Before the Diane Whipple attack, such war dogs were perhaps best known having helped the Spanish conquistadores to destroy entire Native American civilizations––and for having often been fed on Native American captives, served still alive.

Presa Canario (Wikipedia photo)
Kelly Sue Jaime
Presa Canarios should already have headed anyone’s list of inherently dangerous dog breeds after Kelly Sue Jaime, 22, was on January 15, 2001 killed just inside the door of her apartment in Saginaw, Michigan, by two Presa Canarios allegedly owned by relatives who lived downstairs.
That attack, closely presaging the Diane Whipple death, occurred only eleven days before Whipple was mauled.
Kelly Sue Jaime, whose maiden name was Leonard, had married Ryan N. Jaime, a soldier stationed in Texas, just three weeks before her death.
But the Kelly Sue Jaime fatality attracted almost no media notice, and was not pursued by anyone as a criminal case.

Diane Whipple
Who was Diane Whipple?
Diane Whipple, before she was killed, was already well-known––and well-liked––in the world of women’s sports.
A two-time All-American lacrosse player in high school, Whipple was an All-American again at Pennsylvania State University, and was twice a member of the U.S. Women’s Lacrosse World Cup team before taking the coaching job at St. Mary’s College. There she transformed an inexperienced squad with a losing record into a winner.
Along the way, as an 800 meter runner, Whipple came within seconds of qualifying for the 1996 U.S. Olympic team, but did not attend the actual Olympic team tryouts.

Marjorie Knoller & Bane.
(Beth Clifton collage)
The attack
On the day Whipple was killed, Knoller took Bane and Hera to the rooftop of the six-floor apartment house to relieve themselves.
Though each dog had repeatedly menaced and even bitten fellow tenants, Knoller did not muzzle them. They were reportedly leashed, however, as Knoller led them from down from the roof, encountering Whipple as she tried to unlock her apartment door while carrying two bags of groceries.
Weighing more together, at 233 pounds, than Whipple and Knoller combined, Bane and Hera raced to attack Whipple. They dragged Knoller behind them, Knoller claimed later.

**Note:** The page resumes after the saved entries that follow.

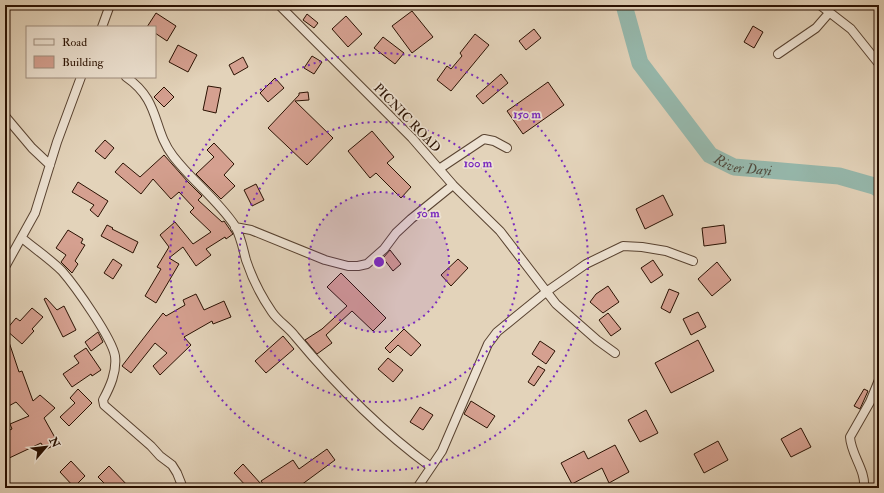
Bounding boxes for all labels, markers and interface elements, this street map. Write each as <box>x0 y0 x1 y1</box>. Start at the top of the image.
legend <box>26 26 156 78</box>
text: Road <box>62 35 87 50</box>
text: Building <box>62 55 105 70</box>
street label: PICNIC ROAD <box>370 80 444 156</box>
text: 150 m <box>513 107 541 122</box>
water label: River Dayi <box>711 150 773 179</box>
text: 100 m <box>464 156 493 171</box>
text: 50 m <box>416 206 440 221</box>
centre of rings <box>372 255 386 269</box>
north arrow <box>26 427 66 467</box>
text: N <box>46 434 63 451</box>

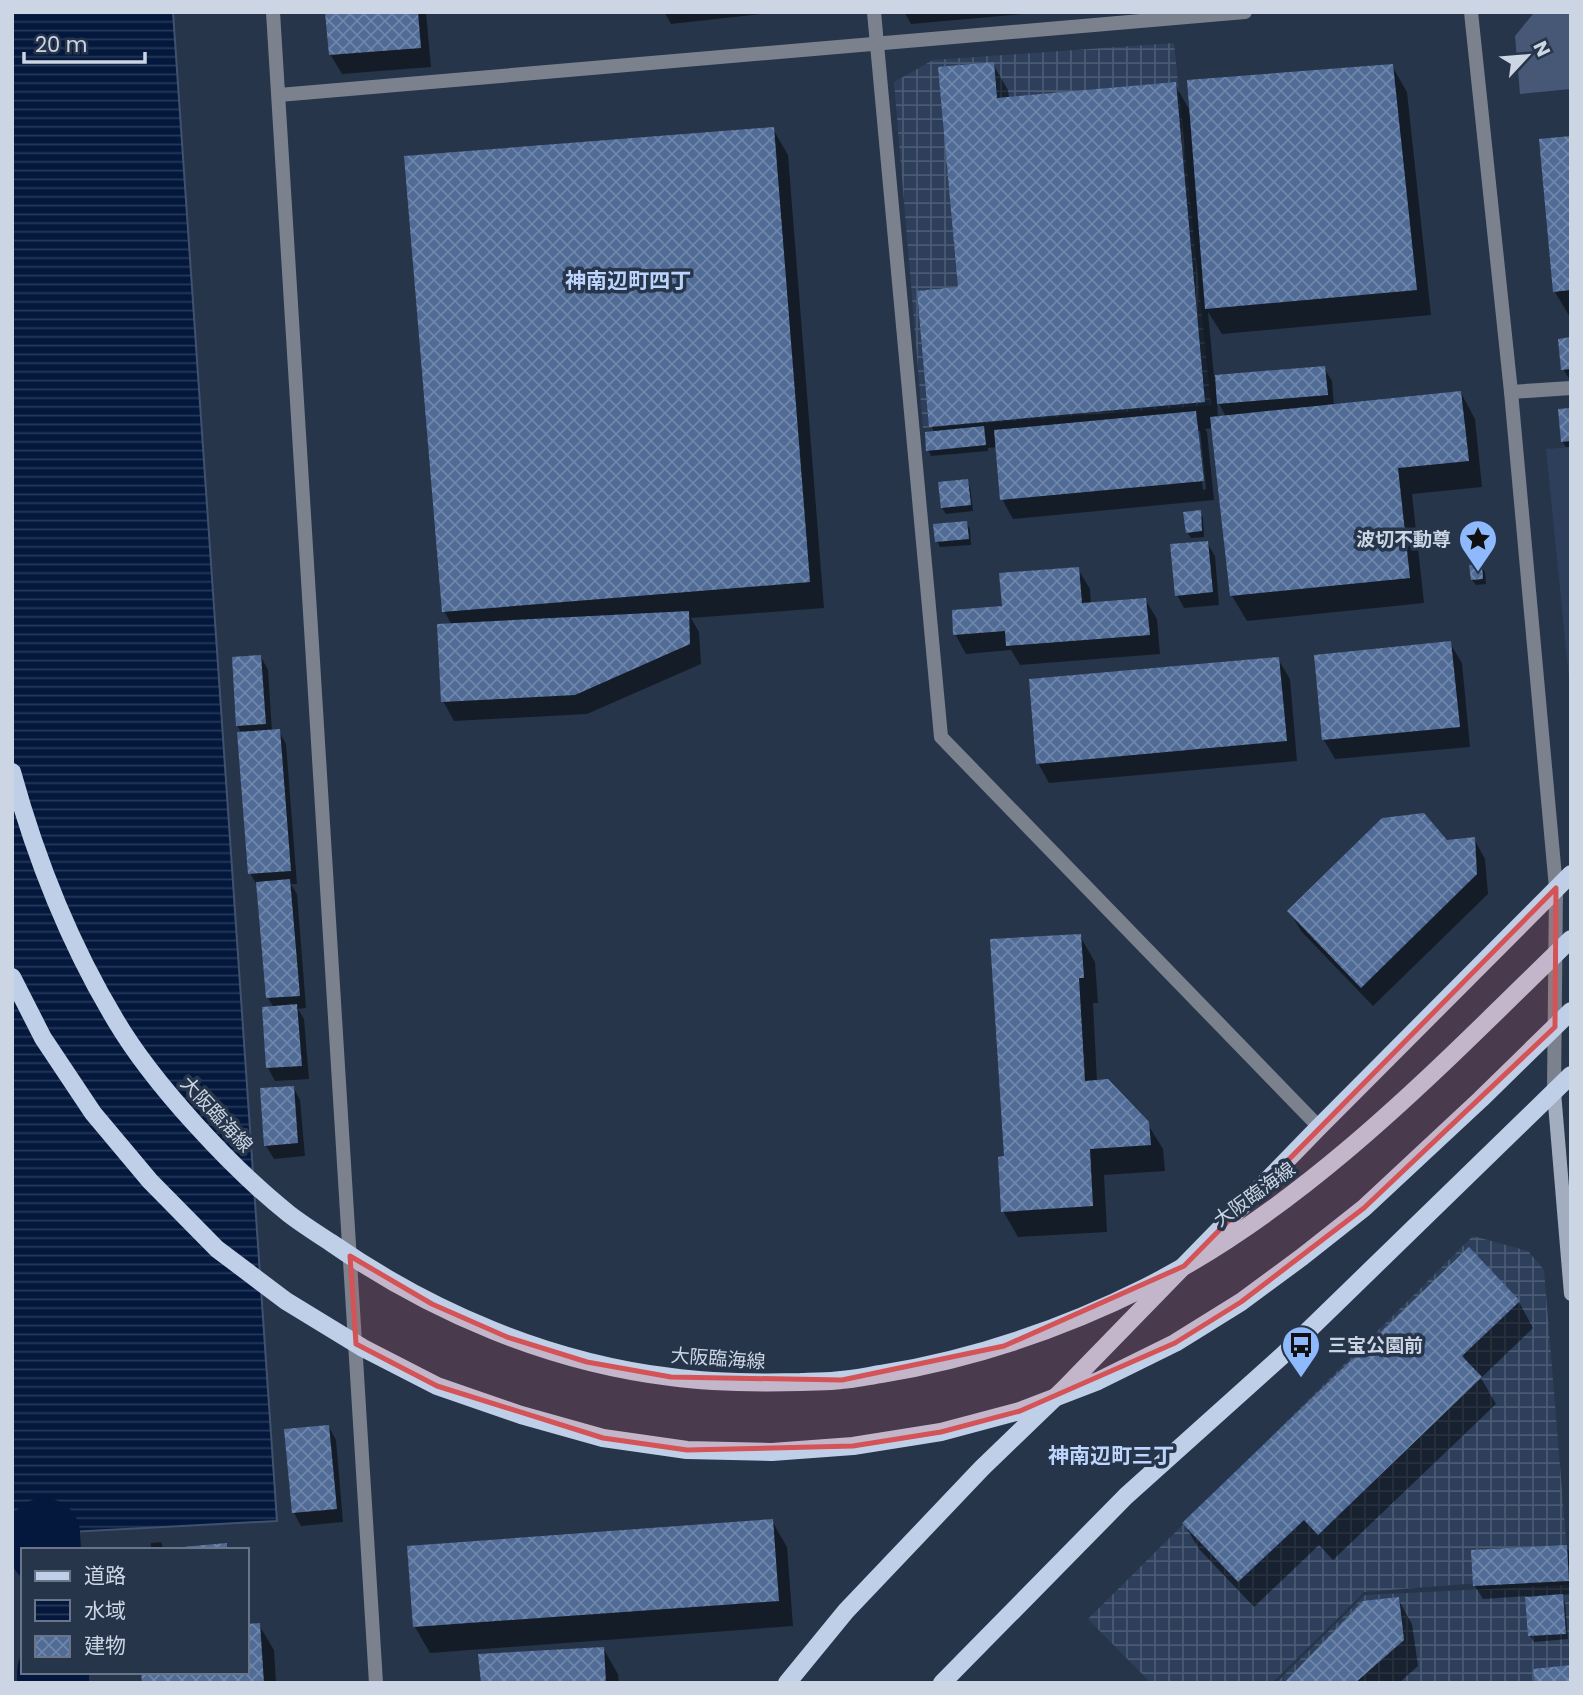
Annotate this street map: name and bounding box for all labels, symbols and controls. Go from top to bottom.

Bane being removed from the scene of the fatal attack.
Forensic evidence
Forensic evidence showed that Bane tore Whipple’s throat so severely as to almost decapitate her, inflicting 77 other bites to almost every part of her body. Hera helped to tear most of Whipple’s clothing off.
Knoller claimed she threw herself on top of Whipple to try to save her, but her account was not supported by the physical evidence, which included cuts and bites to her extremities and a torn sweatshirt sleeve, but no injuries to the parts of her body which would have shielded Whipple.
Police and an ambulance responded promptly to calls from two other residents of the building who heard Whipple scream, but Whipple died 70 minutes later, having lost half the blood in her body.

Robert Noel & Bane.
Animal control officer Michael Scott testified that Bane was still in such a fury when he arrived that three tranquilizer darts had no effect.
“Rescue dog”
Bane was euthanized later that day by San Francisco animal control staff.
Hera, held as evidence, was euthanized on January 30, 2002.
Falsely contending that Hera was in Knoller’s words “a rescue dog with a heart murmur,” who only tore Whipple’s clothing, Knoller and Noel lost appeals filed on her behalf all the way up to the California Supreme Court.
The “rescue dog” ploy was yet another of many arguments Knoller and Noel introduced that have since become routine.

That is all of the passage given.